Buna göre radarın onay mercii Türkiye, operasyon ve bakımı ise ABD
yürütüyor. Mayıs sonrasında havada hareket eden en küçük bir unsuru
bile fark edebilen 200 milyon dolarlık radarın NATO bünyesine
katılabileceği söyleniyor.
Malatya Kürecik'e yerleştirilen Amerikan radarıyla ilgili
Washington'da bir araştırma yaptık. Aralarında Pentagon yetkilileri
ve Füze Savunma Yanlısı Birlik isimli sivil toplum örgütü Başkanı
Riki Ellison'ın da bulunduğu kaynakların anlattığından ortaya çıkan
radar portresi şöyle:
STATÜ
Üst düzey bir Pentagon yetkilisi, onay mercii olarak radarın
kumandasının Türkiye'de olduğunu söyledi. "Biz operasyon ve
bakımı yürütüyoruz" dedi. Ancak radar aslında NATO'nun
füze savunma sisteminin bir parçası olarak konulduğu halde NATO
henüz operasyonda yok. Pentagon, Mayıs'taki NATO Zirvesi'nde bu
geçiş için bir plan açıklanmasını beklediklerini belirtti. Ancak
tarih halen net değil.
NATO
Radardan alınan bilgiler doğrudan Ramstein (Almanya) ve Rota'daki
(İspanya) Amerikan üsleriyle paylaşılıyor. NATO'nun dahli ise
Ramstein'da özel olarak dizayn edilen kumanda odasına NATO
yetkililerinin girmesiyle başlayacak. Bunun dışında, NATO'nun rolü,
Kürecik'teki operasyona herhangi bir etki etmeyecek.
MALİYET
Malatya'ya konuşlu, hem denizciler hem de karacılar için tasarlanan
X bandı TPY-2 radarın maliyeti 150-200 milyon dolar. Yıllık
operasyon maliyeti de 40 milyon dolar. Ancak 30 kişilik bir
Amerikan grubu tarafından yönetilmesi mümkün. 10'u asker, diğerleri
sivil. Tüm maliyetler ise ABD'nin bütçesinden.
EMSAL
Bu radardan dünyada şu anda 4 adet var. Faal olanlar Türkiye
dışında İsrail ve Japonya'da. Bir de Hawaii'de test halinde bir
tane var. Radar, tehdit kapsamında fırlatılan füzeleri tespit
ediyor. Ramstein ve Rota'daki merkezlerde de hem gemidekiler hem de
karaya konuşlu bataryalar arasında düşman füzeyi önleyecek en uygun
konumdaki füze bataryası belirleniyor. Sonra bilgiler seçilen
bataryaya aktarılıyor.
TEKNİK
TPY-2 çok gelişmiş bir radar. Bir kamyon kasası büyüklüğünde.

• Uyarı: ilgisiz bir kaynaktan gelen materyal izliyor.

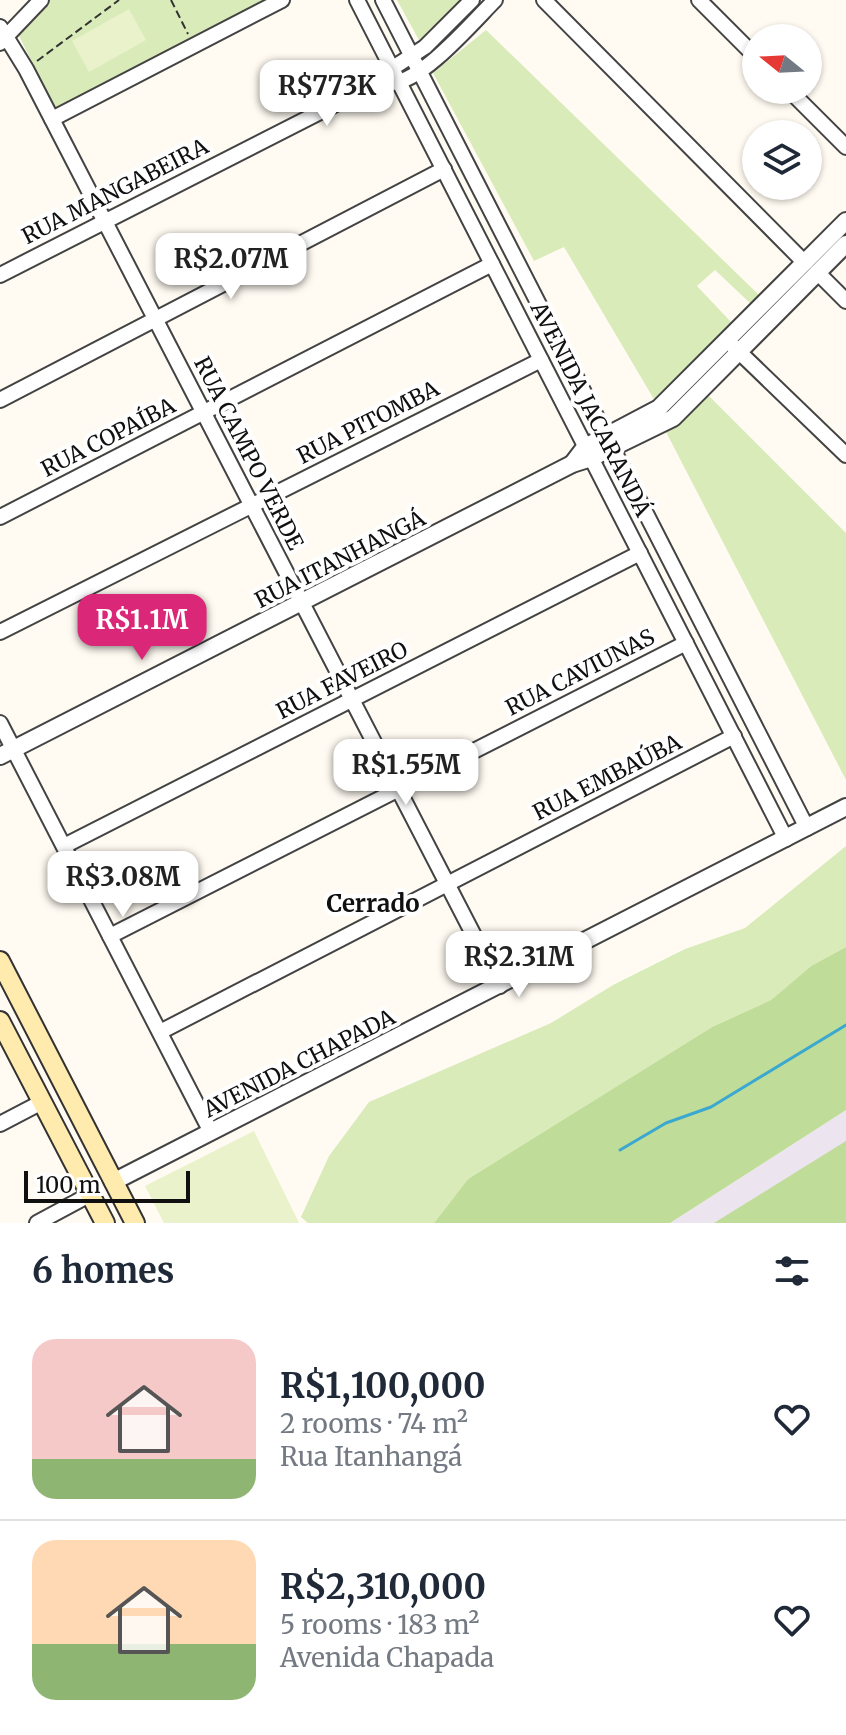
<!DOCTYPE html>
<html lang="en">
<head>
<meta charset="utf-8">
<style>
  body { margin:0; font-family:Merriweather,serif; background:#f6f6f7; color:#1f2937; height:100vh; display:flex; flex-direction:column; font-size:30px; white-space:nowrap }
  * { box-sizing:border-box; margin:0 }
  p { font-size:26px; color:#747a83 }
  .icon { flex:none; width:44px; height:44px; fill:none; stroke:currentColor; stroke-width:2; stroke-linecap:round; stroke-linejoin:round }
  .map { position:relative; height:1223px; overflow:hidden }
  .details { display:flex; flex-direction:column; background:#fff; flex:1 }
  .details>* { flex:none }
  .needle { width:52px; rotate:288deg }
  .tools { position:absolute; left:742px; top:24px; display:grid; gap:16px }
  .tools a { display:grid; place-items:center; width:80px; height:80px; border-radius:50%; background:#fff; box-shadow:0 2px 6px #0004; font-size:40px }
  .scale { position:absolute; left:24px; bottom:20px; width:166px; box-sizing:border-box; padding-left:8px; border:4px solid #101010; border-top:0; font-size:22px; line-height:28px; white-space:nowrap; color:#101010; -webkit-text-stroke:6px #fff; paint-order:stroke }
  .price { position:absolute; translate:-50% -68px; padding:0 18px; border-radius:16px; background:#fff; color:#222; font-size:26px; line-height:52px; filter:drop-shadow(0 2px 4px #0008) }
  .price::after { content:''; position:absolute; left:50%; top:48px; width:24px; height:18px; margin-left:-12px; background:inherit; clip-path:polygon(0 0,100% 0,50% 100%) }
  .price.selected { background:#db2777; color:#fff }
  ul { padding:0; list-style:none }
  li { display:flex; align-items:center; gap:24px; height:200px; padding:0 32px }
  li+li { border-top:2px solid #e0e1e3 }
  li span { display:grid; place-items:center; flex:none; width:224px; height:160px; border-radius:24px; color:#555 }
  li>.icon { margin-inline-start:auto }
  span .icon { width:96px; height:96px; fill:#fffc; stroke-width:1 }
  li b { font-size:34px }
  h2 { display:flex; justify-content:space-between; align-items:center; height:96px; padding:0 32px; font-size:34px }
  .map>svg:first-child { display:block }
</style>
</head>
<body>
<div class="map">
<svg width="846" height="1223" viewBox="0 0 846 1223">
  <rect width="100%" height="100%" fill="#fffbf2"/>
  <path fill="#ece4ee" d="M846 1110V1223H670Z"/>
  <g fill="#daebba">
    <path d="M48 0H266L55 108 17 32Z"/>
    <path d="M397 0H464L420 42Z"/>
    <path d="M486 30 759 295 750 303 715 270 697 286 731 322 655 401 564 247 534 261 433 73Z"/>
    <path d="M708 395 846 533V780L666 432Z"/>
    <path d="M846 846V947L811 966 771 1000 712 1027 468 1179 434 1223H308L301 1217 329 1156 369 1102 551 1023 613 985 685 949 745 928Z"/>
  </g>
  <g fill="#c0dc99">
    <path d="M846 947V1110L670 1223H434L468 1179 712 1027 771 1000 811 966Z"/>
    <path d="M846 1141V1223H714Z"/>
  </g>
  <g fill="#eaf2cc">
    <path d="M129 9 146 40 89 72 72 41Z"/>
    <path d="M254 1131 299 1223H164L145 1186Z"/>
  </g>
  <g fill="none" stroke-linecap="round" stroke-linejoin="round">
    <path stroke="#3ba8d0" stroke-width="3" d="M620 1150 666 1123 711 1107 846 1025"/>
    <g stroke="#434343" stroke-width="18">
      <g id="minor">
        <path d="M357 0 786 839"/>
        <path d="M383 0 807 828"/>
        <path d="M544 0 805 263"/>
        <path d="M699 0 756 57"/>
        <path d="M0 27 26 69 500 986"/>
        <path d="M0 43 41 0"/>
        <path d="M391 83C421 83 473 22 495 0"/>
        <path d="M789 90 846 147"/>
        <path d="M52 119 282 0"/>
        <path d="M817 272 846 301"/>
        <path d="M0 275 379 82 382 75 425 47 472 0"/>
        <path d="M732 345 846 455"/>
        <path d="M0 400 444 169"/>
        <path d="M0 517 492 264"/>
        <path d="M0 632 541 360"/>
        <path d="M0 723 211 1132"/>
        <path d="M64 846 640 553"/>
        <path d="M110 936 686 643"/>
        <path d="M160 1032 734 736"/>
        <path d="M0 1124 42 1102"/>
        <path d="M37 1223 89 1195"/>
      </g>
    </g>
    <g stroke="#434343" stroke-width="20">
      <g id="tertiary">
        <path d="M572 464 585 447 659 408 846 221"/>
        <path d="M0 756 572 464 591 458 673 418 846 244"/>
        <path d="M113 1182 846 807"/>
      </g>
    </g>
    <g stroke="#323232" stroke-width="22">
      <g id="secondary">
        <path d="M0 961 135 1223"/>
        <path d="M0 1021 105 1223"/>
      </g>
    </g>
    <g stroke="#323232" stroke-width="2" stroke-dasharray="8 4" stroke-linecap="butt">
      <path d="M171 0 188 34"/>
      <path d="M37 61 119 0"/>
    </g>
    <use href="#minor" stroke="#fff" stroke-width="14"/>
    <use href="#tertiary" stroke="#fff" stroke-width="16"/>
    <use href="#secondary" stroke="#ffebad" stroke-width="18"/>
  </g>
  <g text-anchor="middle" dominant-baseline="central" stroke-width="8" stroke-linejoin="round" paint-order="stroke">
    <g font-size="22" fill="#101010" stroke="#fff">
      <text transform="translate(115 191) rotate(-27)">RUA MANGABEIRA</text>
      <text transform="translate(591 409) rotate(63)">AVENIDA JACARANDÁ</text>
      <text transform="translate(368 422) rotate(-27)">RUA PITOMBA</text>
      <text transform="translate(108 437) rotate(-27)">RUA COPAÍBA</text>
      <text transform="translate(249 453) rotate(63)">RUA CAMPO VERDE</text>
      <text transform="translate(340 559) rotate(-27)">RUA ITANHANGÁ</text>
      <text transform="translate(580 672) rotate(-27)">RUA CAVIUNAS</text>
      <text transform="translate(342 680) rotate(-27)">RUA FAVEIRO</text>
      <text transform="translate(607 777) rotate(-27)">RUA EMBAÚBA</text>
      <text transform="translate(299 1063) rotate(-27)">AVENIDA CHAPADA</text>
    </g>
    <g font-size="24" font-weight="bold" fill="#101010" stroke="#fff">
      <text x="373" y="903">Cerrado</text>
    </g>
  </g>
</svg>
<div class="tools">
<a><svg class="needle" viewBox="-14 -14 28 28"><path d="M0-13l5 13h-10z" fill="#e53935"/><path d="M0 13l5-13h-10z" fill="#747a83"/></svg></a>
<a><svg class="icon" aria-label="layers" viewBox="0 0 24 24"><path d="M12 4l9 5-9 5-9-5zM3 14l9 5 9-5"/></svg></a>
</div>
<div class="scale">100 m</div>
<b class="price" style="left:327px;top:128px">R$773K</b>
<b class="price" style="left:231px;top:301px">R$2.07M</b>
<b class="price selected" style="left:142px;top:662px">R$1.1M</b>
<b class="price" style="left:406px;top:807px">R$1.55M</b>
<b class="price" style="left:123px;top:919px">R$3.08M</b>
<b class="price" style="left:519px;top:999px">R$2.31M</b>
</div>
<section class="details">
<h2>6 homes<svg class="icon" aria-label="filters" viewBox="0 0 24 24"><path d="M4 7h16M4 17h16"/><circle cx="9" cy="7" r="2"/><circle cx="15" cy="17" r="2"/></svg></h2>
<ul>
<li><span style="background:linear-gradient(#f6c9c9 75%,#8fb573 0)"><svg class="icon" aria-label="home" viewBox="0 0 24 24"><path d="M3 11l9-7 9 7M6 9v11h12V9"/></svg></span><div><b>R$1,100,000</b><p>2 rooms · 74 m²</p><p>Rua Itanhangá</p></div><svg class="icon" aria-label="heart" viewBox="0 0 24 24"><path d="M12 20l-8-8c-3-5 5-10 8-4 3-6 11-1 8 4z"/></svg></li>
<li><span style="background:linear-gradient(#ffd9b3 65%,#8fb573 0)"><svg class="icon" aria-label="home" viewBox="0 0 24 24"><path d="M3 11l9-7 9 7M6 9v11h12V9"/></svg></span><div><b>R$2,310,000</b><p>5 rooms · 183 m²</p><p>Avenida Chapada</p></div><svg class="icon" aria-label="heart" viewBox="0 0 24 24"><path d="M12 20l-8-8c-3-5 5-10 8-4 3-6 11-1 8 4z"/></svg></li>
</ul>
</section>
</body>
</html>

Taşınabilir. Havada hızlı hareket eden en ufak bir unsuru bile
tespit edebiliyor. Komünikasyon dinlemesi gibi bir özelliği ise
yok. Üretici Raytheon. Radar şu anda ABD'nin Avrupa Ordusu EUCOM
bünyesinde. Ama stratejik bir varlık olduğundan Strategic
Command'in (STRATCOM) envanterinde. Daha önce Missile Defense
Agency'deydi, onlar yeni devretti.
KİRA
Türkiye sınırları içinde radarın güvenliğinden Türkiye sorumlu. Bu
açıdan Kürecik'teki bölgenin kullanımı için ABD'nin Türkiye'ye
yüklü bir ödeme yapmış olması gerek. Rusya ve İran'ı düşününce
sadece bunun politik maliyeti için değil. Aynı zamanda o arazinin
kullanımından ve güvenliğinden doğan maliyetler açısından.
Radar şimdilik savunmasız
GÜVENLİK
Radarın güvenliğine dair en önemli soru işareti ise radar şu anda
bir füze savunma sistemi ile korunmuyor. TPY-2 radar, üç tip füzeyi
harekete geçirebiliyor. Bunlar SM-3, THAAD ve GMD füzeleri. Fakat
Patriot füzeleri bu sisteme entegre değil. Oysa Türkiye'nin füze
savunması Patriot'lar üzerine kurulu. Yani İran bu radarı hedef
alırsa, şu anda radarı koruyan herhangi bir füze savunması yok.
PATRIOT'LAR
ABD'nin burada tek önerebileceği formül ise Türkiye'den radarı
Patriotları ile korumasını istemek. Ama bu Patriot'lar da
Türkiye'nin malı ve Türkiye'nin kendi askeri üsleri gibi stratejik
varlıkları dururken neden bu radarı koruyacağının cevabı yok. Riki
Ellison'a göre ise bunun yanıtı şu olabilir: Patriotlar için
Türkiye'nin ödeyeceği faturada (7.8 milyar dolar) yüklü bir
indirim.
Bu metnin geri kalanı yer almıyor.